§ **Task**
Counting task for the entries below: give the number of lines that contain the word "Aviación", with no other text.

====== Data under study

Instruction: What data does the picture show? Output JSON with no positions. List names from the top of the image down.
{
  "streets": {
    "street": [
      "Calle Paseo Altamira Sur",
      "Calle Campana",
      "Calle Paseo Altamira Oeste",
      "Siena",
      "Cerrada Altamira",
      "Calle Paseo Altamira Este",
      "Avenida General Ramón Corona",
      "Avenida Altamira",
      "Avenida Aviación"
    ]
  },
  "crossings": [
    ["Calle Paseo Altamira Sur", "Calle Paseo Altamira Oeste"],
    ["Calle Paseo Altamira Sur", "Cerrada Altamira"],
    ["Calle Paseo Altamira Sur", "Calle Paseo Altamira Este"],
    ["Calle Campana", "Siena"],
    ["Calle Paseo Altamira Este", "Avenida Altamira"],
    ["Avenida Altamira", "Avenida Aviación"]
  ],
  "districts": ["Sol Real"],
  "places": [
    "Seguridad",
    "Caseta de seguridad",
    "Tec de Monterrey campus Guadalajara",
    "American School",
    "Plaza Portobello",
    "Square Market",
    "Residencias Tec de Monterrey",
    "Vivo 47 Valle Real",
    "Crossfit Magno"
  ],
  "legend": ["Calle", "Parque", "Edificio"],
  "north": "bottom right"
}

============

§ **Exercise answer**
2